Malta was implicated in the case because the prosecution said Mr Al-Megrahi had originally placed the unaccompanied bomb on an Air Malta flight.

It was argued the suitcase containing the bomb was then transferred at Frankfurt airport onto a feeder flight to London and then at Heathrow onto the Pan Am plane flight, PA103, that later exploded over Lockerbie in Scotland 38 minutes after take-off.

Mr Al-Megrahi was said to be a secret service agent for the Libyan government stationed in Malta with Libyan Arab Airlines.

Dr Swire said that evidence from a man who worked at a cafe at the former Luqa airport had claimed that a Scottish detective had suggested he might “refresh his memory” by remembering that if he produced evidence against the Libyan he would be likely to get enough money to allow him to travel abroad.

Both Mr Al-Megrahi and Dr Swire believe there was political interference in the case.

“If there really was direct interference either by those involved in the investigation, or by other arms of intelligence communities to achieve a politically ‘desirable’ verdict, the host nations would hardly welcome an exposure of their collusion to pervert the course of justice, even after 21 years,” Dr Swire said.

Some arguments against the conviction

• Air Malta was able to prove that all 55 bags loaded onto the flight to Frankfurt were ascribed to passengers.
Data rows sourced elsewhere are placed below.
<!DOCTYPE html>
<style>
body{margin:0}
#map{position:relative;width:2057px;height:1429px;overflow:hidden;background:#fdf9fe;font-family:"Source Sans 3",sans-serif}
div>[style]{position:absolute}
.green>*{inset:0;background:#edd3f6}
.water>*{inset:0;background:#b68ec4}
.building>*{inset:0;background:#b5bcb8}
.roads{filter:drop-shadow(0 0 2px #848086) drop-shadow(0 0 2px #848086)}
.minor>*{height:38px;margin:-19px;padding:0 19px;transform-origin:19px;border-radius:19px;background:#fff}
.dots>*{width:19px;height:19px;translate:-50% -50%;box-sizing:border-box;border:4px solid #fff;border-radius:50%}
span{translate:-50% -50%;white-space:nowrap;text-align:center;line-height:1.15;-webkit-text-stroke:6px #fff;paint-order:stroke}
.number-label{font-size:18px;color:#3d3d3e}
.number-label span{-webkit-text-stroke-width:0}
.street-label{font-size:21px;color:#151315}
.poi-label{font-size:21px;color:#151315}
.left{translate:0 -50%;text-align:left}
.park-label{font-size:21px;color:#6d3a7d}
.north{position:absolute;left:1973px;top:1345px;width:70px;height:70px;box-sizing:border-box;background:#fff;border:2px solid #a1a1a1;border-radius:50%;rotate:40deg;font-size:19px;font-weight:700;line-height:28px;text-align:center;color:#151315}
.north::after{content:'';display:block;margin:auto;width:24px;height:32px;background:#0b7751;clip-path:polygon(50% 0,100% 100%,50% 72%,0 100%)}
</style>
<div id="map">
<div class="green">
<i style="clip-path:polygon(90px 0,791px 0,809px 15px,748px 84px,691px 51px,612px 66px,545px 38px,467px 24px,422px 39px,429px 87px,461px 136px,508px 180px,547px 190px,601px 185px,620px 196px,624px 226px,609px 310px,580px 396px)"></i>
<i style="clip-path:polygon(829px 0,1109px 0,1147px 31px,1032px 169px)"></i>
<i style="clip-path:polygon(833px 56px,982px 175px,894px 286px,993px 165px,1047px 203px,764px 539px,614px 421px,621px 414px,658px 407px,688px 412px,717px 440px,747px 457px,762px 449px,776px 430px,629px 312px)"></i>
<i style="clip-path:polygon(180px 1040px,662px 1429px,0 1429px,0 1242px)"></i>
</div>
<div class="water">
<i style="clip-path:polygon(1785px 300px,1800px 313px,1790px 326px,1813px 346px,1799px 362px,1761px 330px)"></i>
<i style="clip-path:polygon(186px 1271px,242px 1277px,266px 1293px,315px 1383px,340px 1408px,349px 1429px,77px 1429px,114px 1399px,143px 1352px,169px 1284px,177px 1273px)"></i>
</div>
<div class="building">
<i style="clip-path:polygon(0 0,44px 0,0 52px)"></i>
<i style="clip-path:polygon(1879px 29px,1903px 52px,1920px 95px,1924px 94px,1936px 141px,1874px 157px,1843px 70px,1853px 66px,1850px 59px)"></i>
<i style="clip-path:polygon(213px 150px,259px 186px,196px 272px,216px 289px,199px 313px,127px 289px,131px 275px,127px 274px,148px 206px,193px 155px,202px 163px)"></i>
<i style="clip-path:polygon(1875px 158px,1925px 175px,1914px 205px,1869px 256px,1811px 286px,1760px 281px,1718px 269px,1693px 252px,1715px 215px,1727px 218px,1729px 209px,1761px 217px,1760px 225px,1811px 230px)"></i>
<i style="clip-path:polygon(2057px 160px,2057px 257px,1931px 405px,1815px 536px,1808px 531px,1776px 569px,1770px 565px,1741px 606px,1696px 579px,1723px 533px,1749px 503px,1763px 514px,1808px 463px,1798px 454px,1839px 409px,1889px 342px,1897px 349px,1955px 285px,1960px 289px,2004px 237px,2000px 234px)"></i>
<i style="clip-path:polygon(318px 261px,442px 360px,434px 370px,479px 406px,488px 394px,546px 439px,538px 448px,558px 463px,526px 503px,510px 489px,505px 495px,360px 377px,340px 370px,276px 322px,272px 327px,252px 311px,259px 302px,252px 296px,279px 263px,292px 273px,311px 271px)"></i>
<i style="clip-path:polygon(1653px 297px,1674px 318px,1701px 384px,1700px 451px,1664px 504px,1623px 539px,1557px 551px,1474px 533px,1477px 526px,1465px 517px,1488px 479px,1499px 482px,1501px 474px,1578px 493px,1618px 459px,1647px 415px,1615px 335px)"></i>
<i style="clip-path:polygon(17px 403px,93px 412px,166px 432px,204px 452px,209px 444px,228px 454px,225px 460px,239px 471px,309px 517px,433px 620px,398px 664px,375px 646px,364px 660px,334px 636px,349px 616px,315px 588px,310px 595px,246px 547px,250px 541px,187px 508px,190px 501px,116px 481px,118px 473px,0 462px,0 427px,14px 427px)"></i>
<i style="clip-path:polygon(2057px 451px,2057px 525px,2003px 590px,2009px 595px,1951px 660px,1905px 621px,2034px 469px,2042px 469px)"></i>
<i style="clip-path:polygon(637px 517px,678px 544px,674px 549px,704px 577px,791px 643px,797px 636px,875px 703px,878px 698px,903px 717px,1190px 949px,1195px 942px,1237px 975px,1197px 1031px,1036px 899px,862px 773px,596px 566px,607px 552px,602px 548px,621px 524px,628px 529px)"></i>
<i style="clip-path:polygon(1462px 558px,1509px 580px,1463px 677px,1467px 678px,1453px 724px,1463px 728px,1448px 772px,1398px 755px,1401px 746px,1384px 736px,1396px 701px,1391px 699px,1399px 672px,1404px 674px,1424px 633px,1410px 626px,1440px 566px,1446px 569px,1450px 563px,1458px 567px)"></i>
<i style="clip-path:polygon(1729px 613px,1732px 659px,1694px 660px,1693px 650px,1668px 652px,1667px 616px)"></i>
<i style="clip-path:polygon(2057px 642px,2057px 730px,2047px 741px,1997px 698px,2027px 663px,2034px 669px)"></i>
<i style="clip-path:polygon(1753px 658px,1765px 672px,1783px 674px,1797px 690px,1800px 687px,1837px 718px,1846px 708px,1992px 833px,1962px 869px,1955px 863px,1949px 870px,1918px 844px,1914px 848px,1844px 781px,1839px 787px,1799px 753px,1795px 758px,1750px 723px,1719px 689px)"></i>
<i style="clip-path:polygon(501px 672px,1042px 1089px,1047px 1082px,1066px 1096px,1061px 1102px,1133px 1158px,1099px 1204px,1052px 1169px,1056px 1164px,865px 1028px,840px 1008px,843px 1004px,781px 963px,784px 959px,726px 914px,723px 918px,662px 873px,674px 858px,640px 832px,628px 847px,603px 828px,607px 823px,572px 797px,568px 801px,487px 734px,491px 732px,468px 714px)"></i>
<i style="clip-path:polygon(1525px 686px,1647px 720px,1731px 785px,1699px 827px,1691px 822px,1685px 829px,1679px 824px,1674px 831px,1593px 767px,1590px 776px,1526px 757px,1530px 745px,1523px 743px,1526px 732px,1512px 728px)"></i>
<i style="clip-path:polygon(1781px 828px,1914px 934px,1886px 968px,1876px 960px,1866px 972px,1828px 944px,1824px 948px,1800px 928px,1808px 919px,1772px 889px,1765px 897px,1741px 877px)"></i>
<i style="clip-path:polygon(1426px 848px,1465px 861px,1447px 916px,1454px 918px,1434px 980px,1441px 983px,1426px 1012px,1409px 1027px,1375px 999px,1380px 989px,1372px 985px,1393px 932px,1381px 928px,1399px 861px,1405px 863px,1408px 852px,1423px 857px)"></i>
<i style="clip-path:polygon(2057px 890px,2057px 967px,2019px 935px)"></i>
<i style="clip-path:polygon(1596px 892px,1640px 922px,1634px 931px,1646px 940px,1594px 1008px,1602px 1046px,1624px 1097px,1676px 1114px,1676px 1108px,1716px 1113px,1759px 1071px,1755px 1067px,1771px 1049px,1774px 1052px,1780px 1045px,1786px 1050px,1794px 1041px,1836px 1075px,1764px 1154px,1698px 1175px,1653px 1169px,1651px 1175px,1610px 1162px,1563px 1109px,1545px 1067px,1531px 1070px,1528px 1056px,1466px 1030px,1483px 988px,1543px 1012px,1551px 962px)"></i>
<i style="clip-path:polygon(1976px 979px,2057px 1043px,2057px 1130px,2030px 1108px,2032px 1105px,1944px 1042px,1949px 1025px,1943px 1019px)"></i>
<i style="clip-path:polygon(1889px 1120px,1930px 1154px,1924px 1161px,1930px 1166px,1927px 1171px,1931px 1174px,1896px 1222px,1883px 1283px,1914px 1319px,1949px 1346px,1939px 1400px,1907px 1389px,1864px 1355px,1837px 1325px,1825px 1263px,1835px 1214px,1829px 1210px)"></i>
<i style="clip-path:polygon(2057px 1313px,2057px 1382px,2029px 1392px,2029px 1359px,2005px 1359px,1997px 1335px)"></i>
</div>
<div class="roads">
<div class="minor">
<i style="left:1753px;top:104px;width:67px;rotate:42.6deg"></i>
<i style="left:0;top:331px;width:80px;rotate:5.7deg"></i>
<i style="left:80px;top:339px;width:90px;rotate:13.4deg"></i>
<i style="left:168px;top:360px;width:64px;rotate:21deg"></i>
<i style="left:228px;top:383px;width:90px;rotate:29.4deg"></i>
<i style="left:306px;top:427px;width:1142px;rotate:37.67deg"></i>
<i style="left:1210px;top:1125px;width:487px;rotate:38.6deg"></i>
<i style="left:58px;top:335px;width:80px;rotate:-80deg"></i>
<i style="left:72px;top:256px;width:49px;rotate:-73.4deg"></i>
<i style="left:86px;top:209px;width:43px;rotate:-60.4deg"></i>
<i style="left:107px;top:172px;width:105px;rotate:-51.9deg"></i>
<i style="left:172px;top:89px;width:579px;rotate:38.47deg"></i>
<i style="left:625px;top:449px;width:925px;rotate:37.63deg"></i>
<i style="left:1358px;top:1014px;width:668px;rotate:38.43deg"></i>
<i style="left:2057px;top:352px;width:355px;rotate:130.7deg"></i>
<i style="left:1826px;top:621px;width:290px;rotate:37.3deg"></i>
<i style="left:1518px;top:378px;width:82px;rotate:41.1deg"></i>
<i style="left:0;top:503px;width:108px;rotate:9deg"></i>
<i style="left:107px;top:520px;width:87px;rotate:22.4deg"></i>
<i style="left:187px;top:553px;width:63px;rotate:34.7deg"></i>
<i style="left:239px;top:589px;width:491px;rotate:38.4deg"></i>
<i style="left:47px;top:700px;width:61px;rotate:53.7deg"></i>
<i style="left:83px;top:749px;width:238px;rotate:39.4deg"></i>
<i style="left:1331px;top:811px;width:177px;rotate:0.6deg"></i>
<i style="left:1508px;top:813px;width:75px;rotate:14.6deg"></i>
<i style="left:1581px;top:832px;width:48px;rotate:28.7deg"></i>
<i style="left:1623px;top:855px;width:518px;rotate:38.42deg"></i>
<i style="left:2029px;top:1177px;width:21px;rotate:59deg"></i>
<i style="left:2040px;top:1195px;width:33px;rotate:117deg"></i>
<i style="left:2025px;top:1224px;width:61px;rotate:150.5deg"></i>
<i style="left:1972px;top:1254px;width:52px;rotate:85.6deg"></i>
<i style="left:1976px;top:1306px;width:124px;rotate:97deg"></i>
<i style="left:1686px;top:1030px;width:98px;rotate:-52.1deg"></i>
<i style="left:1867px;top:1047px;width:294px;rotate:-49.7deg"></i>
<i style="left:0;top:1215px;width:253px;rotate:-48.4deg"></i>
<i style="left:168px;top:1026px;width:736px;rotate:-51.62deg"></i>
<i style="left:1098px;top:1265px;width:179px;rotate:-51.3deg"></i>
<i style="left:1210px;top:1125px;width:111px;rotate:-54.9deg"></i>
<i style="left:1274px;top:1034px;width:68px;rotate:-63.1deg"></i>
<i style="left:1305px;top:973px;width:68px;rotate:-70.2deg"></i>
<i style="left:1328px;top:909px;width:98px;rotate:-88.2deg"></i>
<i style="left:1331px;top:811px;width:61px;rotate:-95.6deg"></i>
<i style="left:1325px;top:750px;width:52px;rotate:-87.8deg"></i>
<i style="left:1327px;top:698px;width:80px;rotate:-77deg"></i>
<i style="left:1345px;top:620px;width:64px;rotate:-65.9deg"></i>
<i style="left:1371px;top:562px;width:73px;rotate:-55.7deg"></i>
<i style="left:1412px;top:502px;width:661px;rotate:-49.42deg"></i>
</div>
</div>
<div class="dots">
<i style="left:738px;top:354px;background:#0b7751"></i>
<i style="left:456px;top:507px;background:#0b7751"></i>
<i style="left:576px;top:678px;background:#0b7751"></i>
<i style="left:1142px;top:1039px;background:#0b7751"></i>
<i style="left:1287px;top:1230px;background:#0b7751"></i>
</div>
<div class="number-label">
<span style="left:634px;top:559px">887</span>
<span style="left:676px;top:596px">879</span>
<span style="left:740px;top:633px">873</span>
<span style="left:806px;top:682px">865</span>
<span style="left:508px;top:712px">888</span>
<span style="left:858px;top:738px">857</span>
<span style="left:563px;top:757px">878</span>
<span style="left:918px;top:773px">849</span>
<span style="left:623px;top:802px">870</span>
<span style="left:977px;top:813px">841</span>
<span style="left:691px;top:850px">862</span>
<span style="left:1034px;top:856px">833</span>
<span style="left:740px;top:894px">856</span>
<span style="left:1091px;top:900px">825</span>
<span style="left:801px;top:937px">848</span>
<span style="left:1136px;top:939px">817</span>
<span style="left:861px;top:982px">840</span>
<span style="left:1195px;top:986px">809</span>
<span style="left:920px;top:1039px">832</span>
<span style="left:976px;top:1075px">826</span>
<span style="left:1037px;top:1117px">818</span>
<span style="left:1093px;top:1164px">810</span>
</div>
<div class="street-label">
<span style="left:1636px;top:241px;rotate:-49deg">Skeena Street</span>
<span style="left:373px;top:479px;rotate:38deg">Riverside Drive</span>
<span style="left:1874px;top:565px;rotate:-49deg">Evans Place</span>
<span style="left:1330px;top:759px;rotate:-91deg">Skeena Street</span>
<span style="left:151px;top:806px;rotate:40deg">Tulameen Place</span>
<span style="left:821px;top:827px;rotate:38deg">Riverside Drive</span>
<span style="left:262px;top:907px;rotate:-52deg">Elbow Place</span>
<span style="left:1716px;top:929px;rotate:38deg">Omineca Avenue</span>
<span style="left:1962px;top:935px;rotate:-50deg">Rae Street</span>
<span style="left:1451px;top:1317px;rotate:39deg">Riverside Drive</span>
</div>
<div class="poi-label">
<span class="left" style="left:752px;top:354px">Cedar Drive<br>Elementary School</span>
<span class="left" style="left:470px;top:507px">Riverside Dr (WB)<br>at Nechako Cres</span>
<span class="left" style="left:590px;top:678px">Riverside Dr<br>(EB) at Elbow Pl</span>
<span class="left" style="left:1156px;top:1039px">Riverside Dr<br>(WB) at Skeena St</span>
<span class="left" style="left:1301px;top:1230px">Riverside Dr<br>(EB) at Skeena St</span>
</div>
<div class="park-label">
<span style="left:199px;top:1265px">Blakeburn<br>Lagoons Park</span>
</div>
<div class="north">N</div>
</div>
• Claims that there was a break-in at Heathrow fits perfectly with the theory that a Syrian group was behind the bomb which downed the aircraft. Their bombs were known to be stable at ground level, but if put into an aircraft they would always explode between 35 and 40 minutes after take-off, thanks to an internal timer only being triggered by a drop in air pressure. The Lockerbie aircraft flew for 38 minutes before exploding.

• An FBI agent held up in front of US public television cameras a photograph of a timer circuit board through which he claimed to have linked the crime to Libya. Critics said the photograph was of a circuit board which had not been involved in proximity to any explosion. Court evidence later confirmed that the CIA had already been in possession of timers containing such circuit boards.

• A book had claimed that the Syria-based Popular Front for the Liberation of Palestine-General Command (PFLP-GC) had received $10 million or so from Iran immediately after Lockerbie. The PFLP-GC appears to have acted as a mercenary, or executive in carrying out the wishes of the Iranian Ayatollahs in revenge for the erroneous US downing of an Iranian aircraft.

• There are political reasons why the US had wanted to take the heat off Iran and Syria at the time. The return of US hostages held by Iranian backed groups was still on the agenda at the time.

• A US intelligence team who had been investigating the hostage dispositions in Lebanon were among those on the doomed PA103. Their leader’s bag had been cut open by hand and some of its contents removed before it was returned to the crash site for the Scottish police to find. This interference with the evidence chain was known to the court which placed no emphasis on it.

• The court never ordered the production of the diaries pertaining to a detective involved in the complex forensic investigation into the bombing even though they knew of their existence. These exposed serious backhand dealings and showed that the Maltese witness was interested in the awards being offered by the US ‘Rewards for Justice’ programme provided he gave evidence leading to Mr Al-Megrahi’s conviction.